That video is fantastic I watched it a week or so ago.
Your explanation also explains why computer performed music is so off. It still has that uncanny valley effect. So when Sony had a computer generate a "Beatles-esque pop song", they still had a human perform and produce it. But at the point there's so much creativity and human-added value on top of it that I don't think its fair to call it computer generated imho.
yes. I can tell you a little more about that, too, since I used to research this stuff and think about it a lot still.
One of my models of music is an external model of a regulated system that parallels and trains our own habits and responses. E.g. a song demonstrates tension and release similar to our own lives. The level of tension in a song before release occurs can inform us how much tension which should accept before performing some release activity.
Music's rhythms also inform the pace of our work. E.g. verse-chorus-verse represents switching between two different activities. Even the pitch of a single note acts as a reference for the amount of intensity of a sensation we should use in our own lives. E.g. thrash metal listeners enjoy sudden shifts into massive intensity and hold it there. Dub step listeners are training themselves for unusual, but rather intense aesthetics leading up to disproportionate release. Classical music tends to be for "long-chain thinkers" tumbling ideas over from various perspectives, e.g. writers and politicans, doctors, not factory workers.
With that as a background, consider that a live instrument is also a physical system with a human controlling it interactively. The live system is a bit different every time. Here's the critical part: the human must listen and provide instantaneous feedback to a varying system in order to present the piece of music as a proper response model of a regulated system. If the player fails to do this, the model communicated by the performance is different.
In open-loop systems, such as a sequencer, there is no (or limited) interaction between the player and the sound, so an incidental model emerges. That incidental model represents an unintended and therefore most likely irrelevant model of how to interact with reality. e.g. it relieves tension where no relief was needed. It lingers too long on an idea, long after a human novelty-seeking circuit has starved.
Some people, e.g. in discussions of unstable filters like the TB-303, chalk up the variations as being different at every performance because the instrument is random... However, they're missing the closed loop portion of the performance, in which the performer reacts to the unpredictability of the instrument in order to maintain the model. In other words, the score and notes are not the music, but the performer's response to the environment the score sets up is the music.

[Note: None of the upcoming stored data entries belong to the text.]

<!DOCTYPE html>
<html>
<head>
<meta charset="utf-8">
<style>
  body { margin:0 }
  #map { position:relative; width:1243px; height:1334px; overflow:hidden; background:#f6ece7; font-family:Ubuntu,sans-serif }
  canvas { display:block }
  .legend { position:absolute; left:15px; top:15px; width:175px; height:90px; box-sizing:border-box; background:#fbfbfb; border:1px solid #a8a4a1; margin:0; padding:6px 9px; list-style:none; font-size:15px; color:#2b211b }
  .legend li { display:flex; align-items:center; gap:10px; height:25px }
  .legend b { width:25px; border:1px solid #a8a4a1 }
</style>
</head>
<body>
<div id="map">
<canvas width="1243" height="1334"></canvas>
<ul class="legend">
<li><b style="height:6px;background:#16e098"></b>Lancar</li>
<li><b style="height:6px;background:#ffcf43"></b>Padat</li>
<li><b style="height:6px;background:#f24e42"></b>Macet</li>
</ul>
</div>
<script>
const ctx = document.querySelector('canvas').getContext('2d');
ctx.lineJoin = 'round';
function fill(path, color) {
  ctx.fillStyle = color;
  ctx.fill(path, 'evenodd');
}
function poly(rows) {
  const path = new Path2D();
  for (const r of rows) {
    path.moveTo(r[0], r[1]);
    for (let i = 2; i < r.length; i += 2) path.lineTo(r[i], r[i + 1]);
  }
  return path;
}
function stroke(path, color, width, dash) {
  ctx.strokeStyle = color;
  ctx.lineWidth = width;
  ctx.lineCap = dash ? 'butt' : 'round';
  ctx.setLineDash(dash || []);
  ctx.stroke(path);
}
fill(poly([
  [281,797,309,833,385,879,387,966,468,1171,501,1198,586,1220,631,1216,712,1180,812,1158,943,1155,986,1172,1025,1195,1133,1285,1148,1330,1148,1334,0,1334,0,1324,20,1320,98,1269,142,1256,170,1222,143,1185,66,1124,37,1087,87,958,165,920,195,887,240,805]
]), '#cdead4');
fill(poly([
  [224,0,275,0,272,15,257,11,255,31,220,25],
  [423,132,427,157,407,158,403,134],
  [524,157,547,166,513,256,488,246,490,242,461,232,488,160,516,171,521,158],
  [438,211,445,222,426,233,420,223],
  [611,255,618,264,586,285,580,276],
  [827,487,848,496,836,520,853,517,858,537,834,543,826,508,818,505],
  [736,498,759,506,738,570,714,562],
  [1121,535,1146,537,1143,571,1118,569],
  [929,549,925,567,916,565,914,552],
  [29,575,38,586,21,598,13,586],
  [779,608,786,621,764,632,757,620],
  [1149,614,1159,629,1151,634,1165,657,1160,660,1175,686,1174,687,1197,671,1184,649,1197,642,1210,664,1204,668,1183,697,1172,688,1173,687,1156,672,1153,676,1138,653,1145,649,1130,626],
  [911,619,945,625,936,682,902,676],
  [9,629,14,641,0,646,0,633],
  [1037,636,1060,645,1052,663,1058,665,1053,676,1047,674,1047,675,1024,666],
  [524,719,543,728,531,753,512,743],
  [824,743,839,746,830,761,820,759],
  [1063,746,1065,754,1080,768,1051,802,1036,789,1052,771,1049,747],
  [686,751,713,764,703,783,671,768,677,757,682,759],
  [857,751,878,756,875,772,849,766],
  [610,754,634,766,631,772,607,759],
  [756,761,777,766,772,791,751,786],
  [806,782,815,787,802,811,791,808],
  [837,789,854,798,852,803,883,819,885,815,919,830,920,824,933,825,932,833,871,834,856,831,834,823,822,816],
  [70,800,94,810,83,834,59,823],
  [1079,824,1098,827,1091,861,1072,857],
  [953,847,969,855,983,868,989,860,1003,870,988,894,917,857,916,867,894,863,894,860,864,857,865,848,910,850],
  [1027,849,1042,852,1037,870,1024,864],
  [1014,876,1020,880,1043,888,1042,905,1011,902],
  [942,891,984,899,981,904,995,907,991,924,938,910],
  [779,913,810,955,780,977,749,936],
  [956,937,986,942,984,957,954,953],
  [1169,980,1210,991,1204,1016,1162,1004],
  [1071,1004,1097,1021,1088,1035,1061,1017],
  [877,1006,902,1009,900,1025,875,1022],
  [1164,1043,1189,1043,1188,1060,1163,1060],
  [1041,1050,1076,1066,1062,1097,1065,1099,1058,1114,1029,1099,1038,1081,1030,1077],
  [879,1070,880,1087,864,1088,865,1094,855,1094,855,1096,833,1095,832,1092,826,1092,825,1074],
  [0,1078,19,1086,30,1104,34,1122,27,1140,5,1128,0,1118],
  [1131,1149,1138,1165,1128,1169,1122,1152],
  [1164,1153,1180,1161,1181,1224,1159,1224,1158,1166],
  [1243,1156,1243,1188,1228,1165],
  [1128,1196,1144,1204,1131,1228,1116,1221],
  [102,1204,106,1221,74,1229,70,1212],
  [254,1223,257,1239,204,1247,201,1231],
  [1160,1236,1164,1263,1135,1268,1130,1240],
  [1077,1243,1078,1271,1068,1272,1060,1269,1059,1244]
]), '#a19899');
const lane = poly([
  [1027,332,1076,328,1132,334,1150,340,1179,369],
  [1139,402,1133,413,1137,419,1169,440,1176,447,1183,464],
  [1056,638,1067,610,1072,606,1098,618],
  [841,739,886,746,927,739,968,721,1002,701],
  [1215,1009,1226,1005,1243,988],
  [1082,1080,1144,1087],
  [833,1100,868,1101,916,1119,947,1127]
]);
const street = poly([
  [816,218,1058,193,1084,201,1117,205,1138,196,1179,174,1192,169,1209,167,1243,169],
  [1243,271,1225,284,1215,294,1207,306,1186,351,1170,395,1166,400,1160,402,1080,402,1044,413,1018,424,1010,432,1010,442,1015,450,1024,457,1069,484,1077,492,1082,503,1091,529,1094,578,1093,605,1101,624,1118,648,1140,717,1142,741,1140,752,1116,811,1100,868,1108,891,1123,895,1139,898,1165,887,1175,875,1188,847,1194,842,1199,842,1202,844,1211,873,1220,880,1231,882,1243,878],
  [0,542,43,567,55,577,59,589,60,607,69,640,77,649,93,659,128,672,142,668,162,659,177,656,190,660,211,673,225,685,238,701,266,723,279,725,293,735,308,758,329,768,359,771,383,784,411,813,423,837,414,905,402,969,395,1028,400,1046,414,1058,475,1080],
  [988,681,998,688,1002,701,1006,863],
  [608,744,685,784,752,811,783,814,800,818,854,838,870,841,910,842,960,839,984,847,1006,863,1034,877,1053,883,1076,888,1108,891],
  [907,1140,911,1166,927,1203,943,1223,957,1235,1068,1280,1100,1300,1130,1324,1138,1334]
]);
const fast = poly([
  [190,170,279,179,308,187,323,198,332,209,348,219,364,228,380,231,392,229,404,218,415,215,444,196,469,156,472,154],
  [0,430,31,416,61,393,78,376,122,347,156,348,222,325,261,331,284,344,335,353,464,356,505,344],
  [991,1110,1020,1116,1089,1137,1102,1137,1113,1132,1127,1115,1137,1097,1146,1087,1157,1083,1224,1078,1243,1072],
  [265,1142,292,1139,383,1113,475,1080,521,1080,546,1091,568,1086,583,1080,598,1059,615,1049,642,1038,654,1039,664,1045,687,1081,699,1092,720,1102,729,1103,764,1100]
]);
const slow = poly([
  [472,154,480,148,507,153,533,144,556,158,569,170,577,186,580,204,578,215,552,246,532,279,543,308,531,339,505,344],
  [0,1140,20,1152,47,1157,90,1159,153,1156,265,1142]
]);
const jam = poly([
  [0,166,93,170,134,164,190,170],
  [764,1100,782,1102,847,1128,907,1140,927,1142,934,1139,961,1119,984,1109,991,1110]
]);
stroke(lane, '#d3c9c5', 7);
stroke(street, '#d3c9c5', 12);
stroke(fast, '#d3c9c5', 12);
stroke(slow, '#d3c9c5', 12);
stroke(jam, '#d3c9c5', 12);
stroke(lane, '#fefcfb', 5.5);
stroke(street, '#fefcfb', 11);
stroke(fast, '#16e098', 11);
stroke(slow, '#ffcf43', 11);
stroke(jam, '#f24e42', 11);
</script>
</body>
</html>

To revivify your uncanny valley observation, the "unstable filter creates variations" crowd has a parallel in Perlin noise used to subtly animate human models to make them not look so dead. However, it's incomplete because they don't use (short-term) feedback to determine when the movement suffices to be convincing. That feedback is the essence of performance.
In theory, computer scientists could implement these feedback models in performance to make the sounds more realistic. They could be used in synthesis, but the playback would still require observation of the listener! Which is possible. Personally, I just prefer playing electronic instruments live over using sequencers. It's only the sounds of electronic music I like, the zaps, peowms, zizzes, pews, and poonshes, etc. I don't care for electronics/computers to perform for me.
Your explanation also explains why computer performed music is so off. It still has that uncanny valley effect. So when Sony had a computer generate a "Beatles-esque pop song", they still had a human perform and produce it. But at the point there's so much creativity and human-added value on top of it that I don't think its fair to call it computer generated imho.